We first specify the exact function call that we want to capture, which is here the newInstance function called on the org.bouncycastle.crypto.modes.CFBBlockCipher object, with two parameters (of type org.bouncycastle.crypto.BlockCipher and int).

The mode "CFB" is captured using a top level detection shouldBeDetectedAs(new ValueActionFactory<>("CFB")). To know that this is a mode, we use the appropriate detection context new CipherContext(CipherContext.Kind.MODE). We also capture directly the second parameter of the function rule; the block size "256" (it will be attributed the same context, but we can distinguish it from a mode as it will be captured as a BlockSize object). This parameter detection is placed below the mode detection using asChildOfParameterWithId(-1).

To capture the first parameter, we rely instead on a list of dependent detection rules BcBlockCipherEngine.rules(), that should capture all the possible BlockCipher classes existing in the library. In our case, a dependent rule targeting AESEngine.newInstance() should capture the value "AES", with a context that should specify that it is the base cipher.

Finally, a list of top level dependent detection rules BcBlockCipherInit.rules() should capture some information contained in the cfb.init(...) function call. This top level dependent detection should be placed only below the BlockCipher detection (and not below the int detection because it uses asChildOfParameterWithId).

Special cases: no parameter and any parameters

Recall that we have not discussed the case where we want to detect a function call without parameters. We provide below another regex-like specification indicating how you can order the construction steps for two special cases.

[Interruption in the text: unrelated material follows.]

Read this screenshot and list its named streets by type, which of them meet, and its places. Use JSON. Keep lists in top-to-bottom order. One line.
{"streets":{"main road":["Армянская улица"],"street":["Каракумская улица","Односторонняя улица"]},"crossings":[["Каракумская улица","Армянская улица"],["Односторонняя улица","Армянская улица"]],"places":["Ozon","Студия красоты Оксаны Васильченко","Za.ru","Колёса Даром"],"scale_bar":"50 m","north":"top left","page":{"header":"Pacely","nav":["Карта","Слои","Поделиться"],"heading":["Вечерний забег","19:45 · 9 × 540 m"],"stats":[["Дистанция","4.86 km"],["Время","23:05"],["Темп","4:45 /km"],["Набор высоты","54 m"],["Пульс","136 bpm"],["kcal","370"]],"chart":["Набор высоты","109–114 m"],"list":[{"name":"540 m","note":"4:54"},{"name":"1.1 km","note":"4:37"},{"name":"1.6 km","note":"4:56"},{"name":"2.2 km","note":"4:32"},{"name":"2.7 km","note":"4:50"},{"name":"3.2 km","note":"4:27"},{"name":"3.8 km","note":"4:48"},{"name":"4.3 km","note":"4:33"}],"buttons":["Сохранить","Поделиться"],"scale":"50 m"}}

new DetectionRuleBuilder<T>()
    .createDetectionRule()
    .forObjectTypes(types) | .forObjectExactTypes(types)
    .forMethods(names) | .forConstructor()
    .shouldBeDetectedAs(actionFactory)
    .withoutParameters() | withAnyParameters()
    .buildForContext(detectionValueContext)
    .inBundle(bundle)
    .withDependingDetectionRules(detectionRules) | .withoutDependingDetectionRules()

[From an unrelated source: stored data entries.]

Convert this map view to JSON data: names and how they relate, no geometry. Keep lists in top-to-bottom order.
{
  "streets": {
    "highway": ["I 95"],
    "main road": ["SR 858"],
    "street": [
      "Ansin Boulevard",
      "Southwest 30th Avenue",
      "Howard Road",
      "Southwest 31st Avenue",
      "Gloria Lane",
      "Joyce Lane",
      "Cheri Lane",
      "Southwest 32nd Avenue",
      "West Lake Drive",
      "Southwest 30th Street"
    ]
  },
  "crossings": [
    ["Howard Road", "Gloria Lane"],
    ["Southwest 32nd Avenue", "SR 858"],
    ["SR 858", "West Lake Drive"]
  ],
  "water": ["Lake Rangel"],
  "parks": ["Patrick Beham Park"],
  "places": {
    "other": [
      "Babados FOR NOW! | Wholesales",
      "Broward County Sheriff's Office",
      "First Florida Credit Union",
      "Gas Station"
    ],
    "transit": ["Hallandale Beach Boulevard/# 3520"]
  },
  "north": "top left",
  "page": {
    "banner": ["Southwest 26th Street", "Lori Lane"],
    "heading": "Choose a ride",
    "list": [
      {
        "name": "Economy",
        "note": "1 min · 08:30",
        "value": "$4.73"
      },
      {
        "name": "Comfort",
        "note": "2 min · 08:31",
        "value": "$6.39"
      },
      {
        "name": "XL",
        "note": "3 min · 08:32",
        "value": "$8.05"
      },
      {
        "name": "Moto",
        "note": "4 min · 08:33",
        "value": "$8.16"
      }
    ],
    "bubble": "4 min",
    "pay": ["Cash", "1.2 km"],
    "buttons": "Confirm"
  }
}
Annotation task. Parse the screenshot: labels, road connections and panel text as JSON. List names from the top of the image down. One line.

Where you would previously use withMethodParameter, you can instead use withoutParameters() to indicate that you want to capture a method that does not have parameters. You can also use withAnyParameters() at the same place, this time to indicate that you want to capture any function that satisfy the object type and method name conditions, no matter its parameters.

With these two special steps, you cannot capture any information related to the parameters. This is why these steps are available only when you specify a top level detection (using shouldBeDetectedAs(IActionFactory<T> actionFactory)).

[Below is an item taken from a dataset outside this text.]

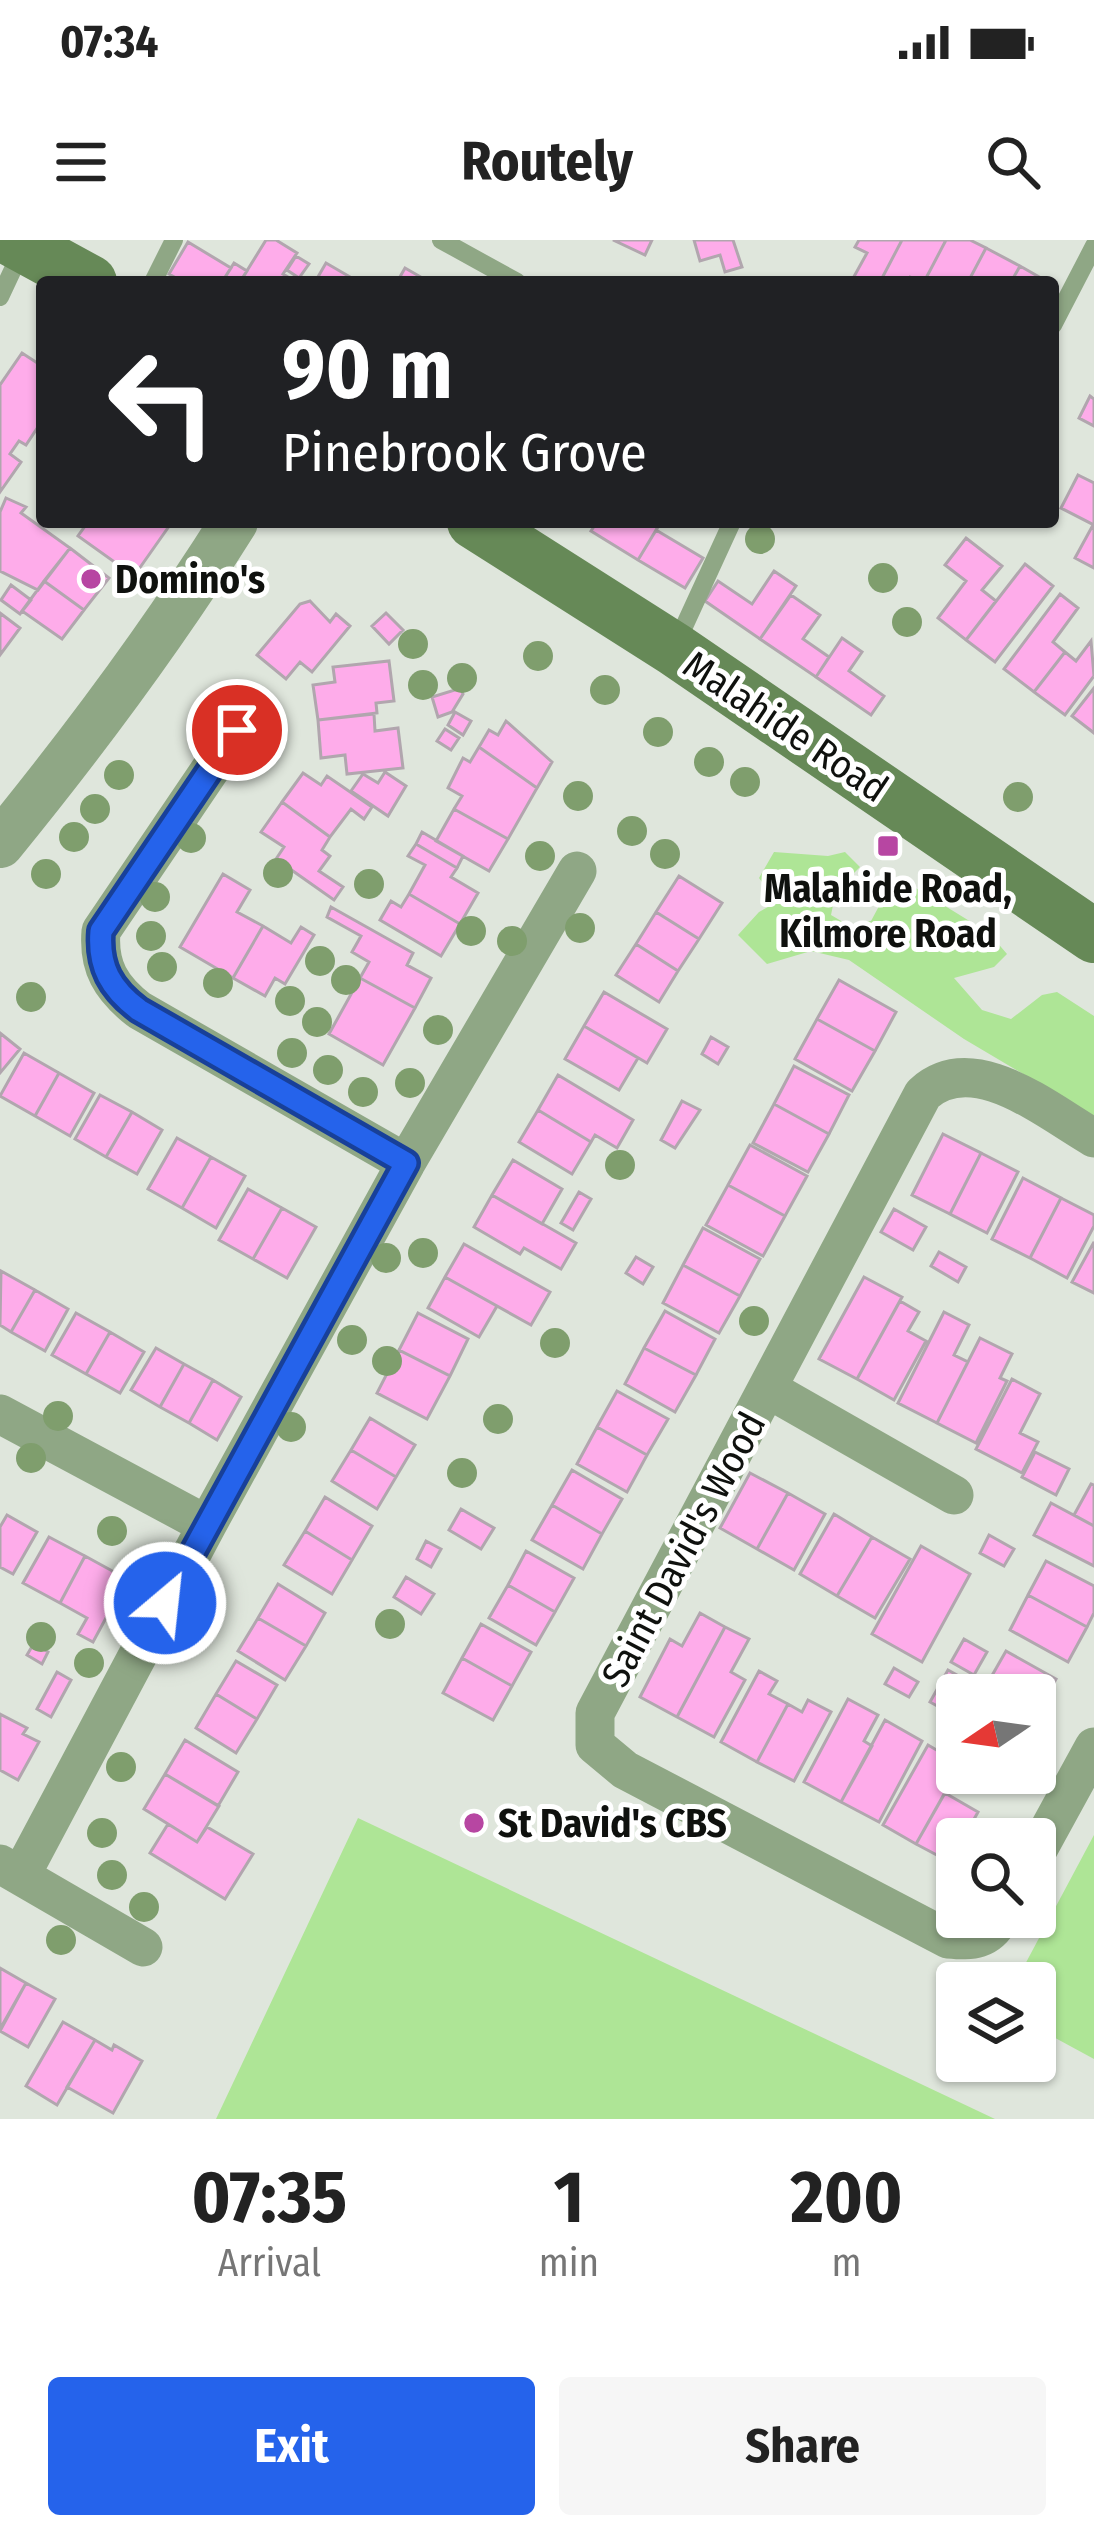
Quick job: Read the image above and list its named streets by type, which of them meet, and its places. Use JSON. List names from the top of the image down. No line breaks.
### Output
{"streets":{"main road":["Malahide Road"],"street":["Saint David's Wood"]},"places":{"other":["Domino's","St David's CBS"],"transit":["Malahide Road, Kilmore Road"]},"north":"left","page":{"status":"07:34","header":"Routely","turn":["90 m","Pinebrook Grove"],"eta":["07:35","Arrival","1","min","200","m"],"buttons":["Exit","Share"]}}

Translating findings of a detection rule

Once you have written your detection rule, and once this rule detects findings when scanning some source code, you will obtain a tree of captured values. The aim of the translation is to represent these values in a standardized, language-independent tree in the cryptographic domain. For this, you should represent your cryptographic assets and values using the standard classes defined in the model directory of the mapper module (and not of the engine module like before).

If your detected asset is generic

Let's start with the simplest case: suppose you are detecting a generic value, independent of any algorithm, like a key size. Suppose you detect the value "256" as a KeySize. In this case, you don't have to use algorithm-specific classes of our model, you can simply translate it to the appropriate equivalent class of the model, which is in this case KeyLength. This simple translation would look like:

if (value instanceof KeySize<Tree> keySize) {
    KeyLength keyLength = new KeyLength(keySize.getValue(), detectionLocation);
    return Optional.of(keyLength);
}

If your detected asset is already specified in our model

Let's suppose you detect the string "AESEngine" corresponding to the instantiation of a new AES block cipher. Because our model already contains the AES algorithm, you can simply use it. This concretely means that in the mapper file (implementing IMapper) in which you are implementing this translation, you should return a new Optional.of(new AES(detectionLocation)) when parse("AESEngine", detectionLocation) is called.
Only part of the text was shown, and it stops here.